Часть 21 из 53 В начало
Для доступа к библиотеке пройдите авторизацию
– И что вы собираетесь со мной делать? – спросил я наконец.
– А что вы можете делать? Что вы умеете, каковы ваши склонности? – спросил он с наигранным, как мне показалось, равнодушием. – Наш первый разговор мы посвятим именно этому. Я пока не знаю, представляете ли вы для меня какую-то ценность.
Я рассказал все. Что мне еще оставалось делать? Рассказал про годы в Карлскруне, перечислил все, чему научился, и все, чему могу и хочу научиться. Старался рассказывать как можно подробнее и надеялся, что рассказ мой его заинтересует. Что будет в противном случае, я даже думать не хотел.
Дюлитц время от времени делал какие-то пометки, обмакивая снежно-белое перо в изящную серебряную чернильницу со стеклянной вставкой. Мне показалось, что он записывал не все, а только то, что показалось ему интересным.
– Это все? – спросил Дюлитц, когда я закончил. – Слушайте внимательно. Каждый вечер в полночь вам вменяется в обязанность стоять на моем крыльце. Так будет продолжаться, пока я не решу, как вас использовать.
Как описать облегчение, которое я испытал, когда понял, что меня все-таки выпустят из этого наводящего ужас подземелья!

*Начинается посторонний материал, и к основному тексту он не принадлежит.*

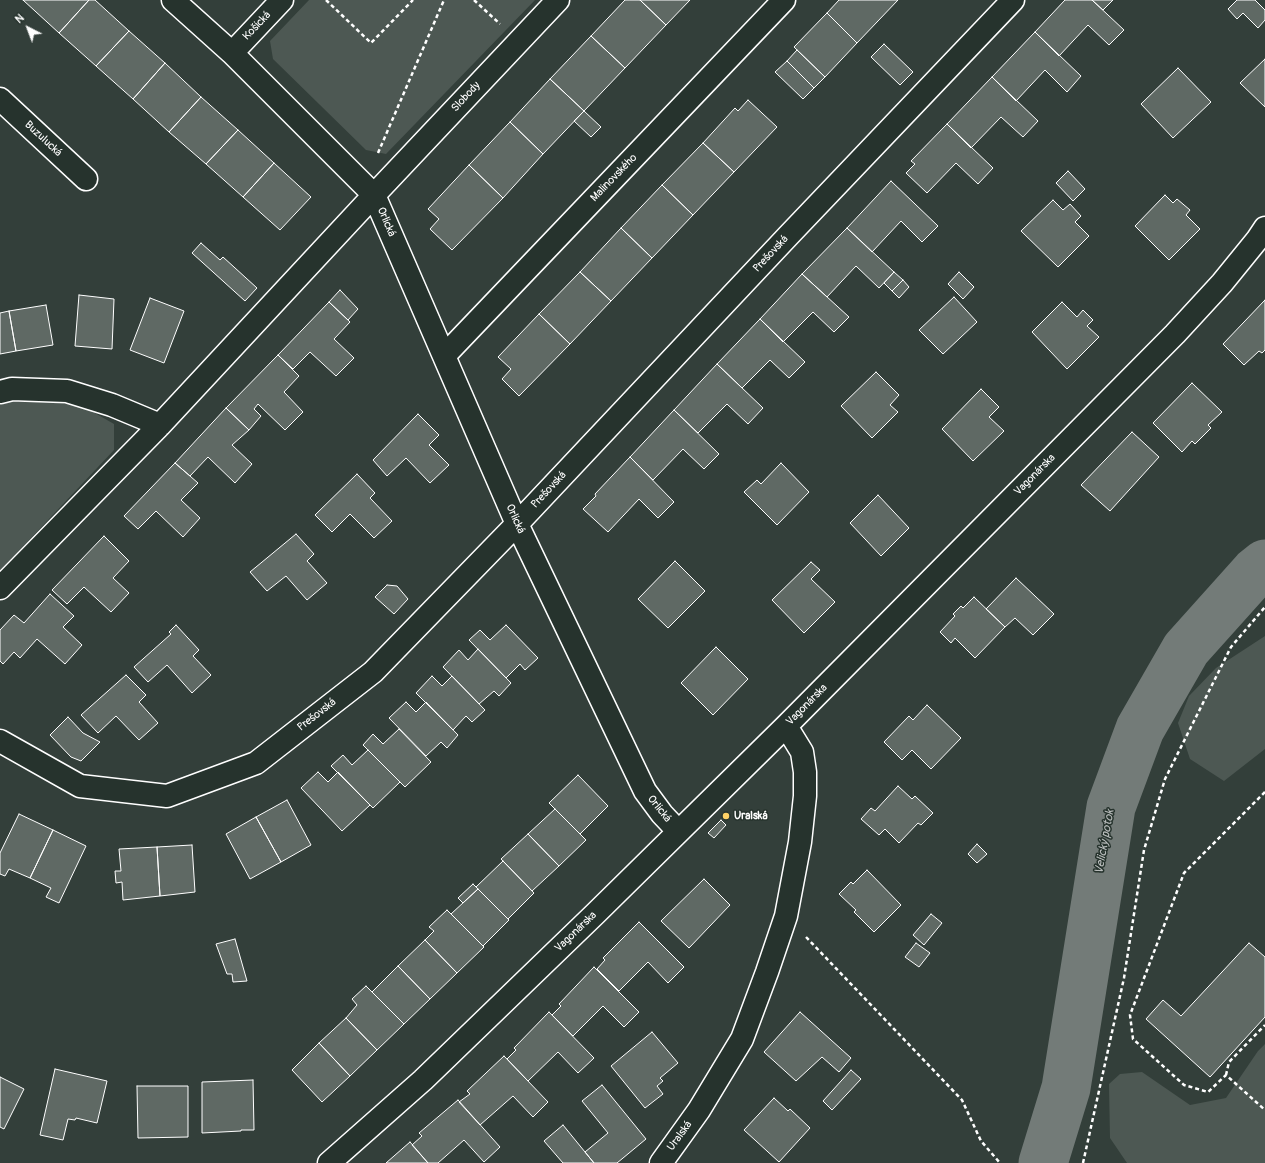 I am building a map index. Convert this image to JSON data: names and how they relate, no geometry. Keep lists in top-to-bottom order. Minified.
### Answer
{"streets":{"street":["Košická","Slobody","Buzulucká","Malinovského","Orlická","Prešovská","Vagonárska","Uralská"]},"crossings":[["Slobody","Orlická"],["Malinovského","Orlická"],["Orlická","Prešovská"],["Orlická","Vagonárska"],["Vagonárska","Uralská"]],"water":["Velický potok"],"places":["Uralská"],"north":"top left"}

Пусть даже временно, пусть я не свободен – но даже глоток свежего воздуха мне в тот момент казался недостижимым раем. Выйти отсюда, ощутить дуновение морского ветра, почувствовать, как смертная тоска уступает место пусть слабой, но надежде.
– Послушайте, Бликс. – Дюлитц усмехнулся. – Я знаю, что первая мысль, которая придет вам в голову, – мысль о побеге. Но позвольте заверить – я вас найду, и тогда… Оставим эту тему, пока вам все же удалось не испачкать постеленное вам одеяло. Раск! Будьте любезны показать господину Бликсу выход.

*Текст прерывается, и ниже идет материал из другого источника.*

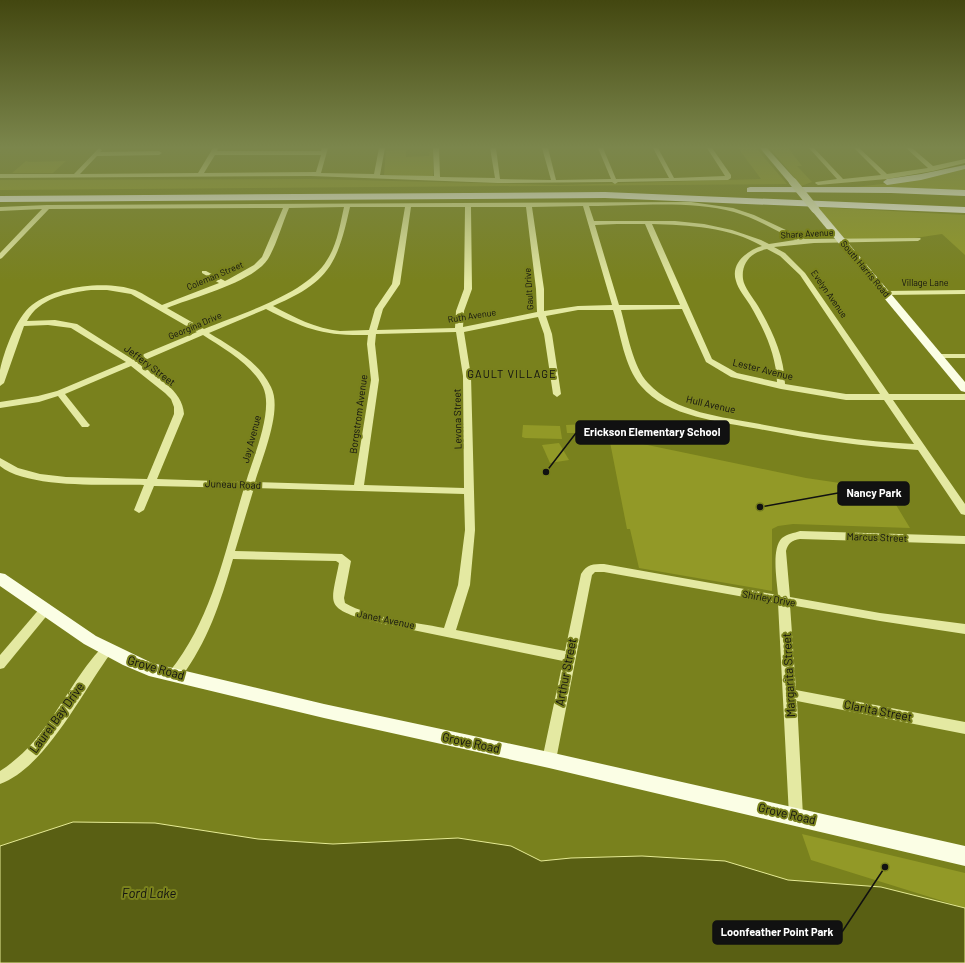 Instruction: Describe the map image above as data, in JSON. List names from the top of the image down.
{
  "streets": {
    "main road": ["South Harris Road", "Grove Road"],
    "street": [
      "Share Avenue",
      "Coleman Street",
      "Village Lane",
      "Gault Drive",
      "Evelyn Avenue",
      "Ruth Avenue",
      "Georgina Drive",
      "Jeffery Street",
      "Lester Avenue",
      "Hull Avenue",
      "Borgstrom Avenue",
      "Levona Street",
      "Jay Avenue",
      "Juneau Road",
      "Marcus Street",
      "Shirley Drive",
      "Janet Avenue",
      "Arthur Street",
      "Margarita Street",
      "Clarita Street",
      "Laurel Bay Drive"
    ]
  },
  "crossings": [
    ["Share Avenue", "South Harris Road"],
    ["Share Avenue", "Evelyn Avenue"],
    ["Share Avenue", "Lester Avenue"],
    ["South Harris Road", "Village Lane"],
    ["Coleman Street", "Jay Avenue"],
    ["Gault Drive", "Ruth Avenue"],
    ["Evelyn Avenue", "Lester Avenue"],
    ["Evelyn Avenue", "Hull Avenue"],
    ["Ruth Avenue", "Georgina Drive"],
    ["Ruth Avenue", "Lester Avenue"],
    ["Ruth Avenue", "Hull Avenue"],
    ["Ruth Avenue", "Borgstrom Avenue"],
    ["Ruth Avenue", "Levona Street"],
    ["Georgina Drive", "Jeffery Street"],
    ["Georgina Drive", "Jay Avenue"],
    ["Jeffery Street", "Jay Avenue"],
    ["Jeffery Street", "Juneau Road"],
    ["Borgstrom Avenue", "Juneau Road"],
    ["Levona Street", "Juneau Road"],
    ["Levona Street", "Janet Avenue"],
    ["Jay Avenue", "Juneau Road"],
    ["Jay Avenue", "Janet Avenue"],
    ["Jay Avenue", "Grove Road"],
    ["Marcus Street", "Margarita Street"],
    ["Shirley Drive", "Arthur Street"],
    ["Shirley Drive", "Margarita Street"],
    ["Janet Avenue", "Arthur Street"],
    ["Grove Road", "Arthur Street"],
    ["Grove Road", "Margarita Street"],
    ["Grove Road", "Laurel Bay Drive"],
    ["Margarita Street", "Clarita Street"]
  ],
  "districts": ["GAULT VILLAGE"],
  "water": ["Ford Lake"],
  "places": ["Erickson Elementary School", "Nancy Park", "Loonfeather Point Park"]
}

Меня схватили за ворот, подняли со стула, за что я, по совести говоря, был благодарен, потому что ноги меня не держали, и поволокли к двери. Но даже в таком состоянии я нашел в себе силы спросить:
– А что произошло с моим другом, Рикардом Сильваном?
– Его мы нашли намного раньше вас, Бликс. – Скучающее выражение так и не покинуло физиономию Дюлитца. – Он, как бы вам сказать… он соавтор многих из тех пятен, что вы наверняка заметили на одеяле. Наш разговор не особенно удался. В конце концов я решил, что его ценность намного меньше его долгов. Поэтому я дал ему двадцать дней, чтобы расплатиться, а потом я передам его в суд. И его на десять-двадцать лет прикуют к станку на фабрике, пока он не отправится к праотцам.
Спустившись по лестнице, я опустился на колени, и у меня началась неукротимая рвота. Под конец в желудке осталась только желчь.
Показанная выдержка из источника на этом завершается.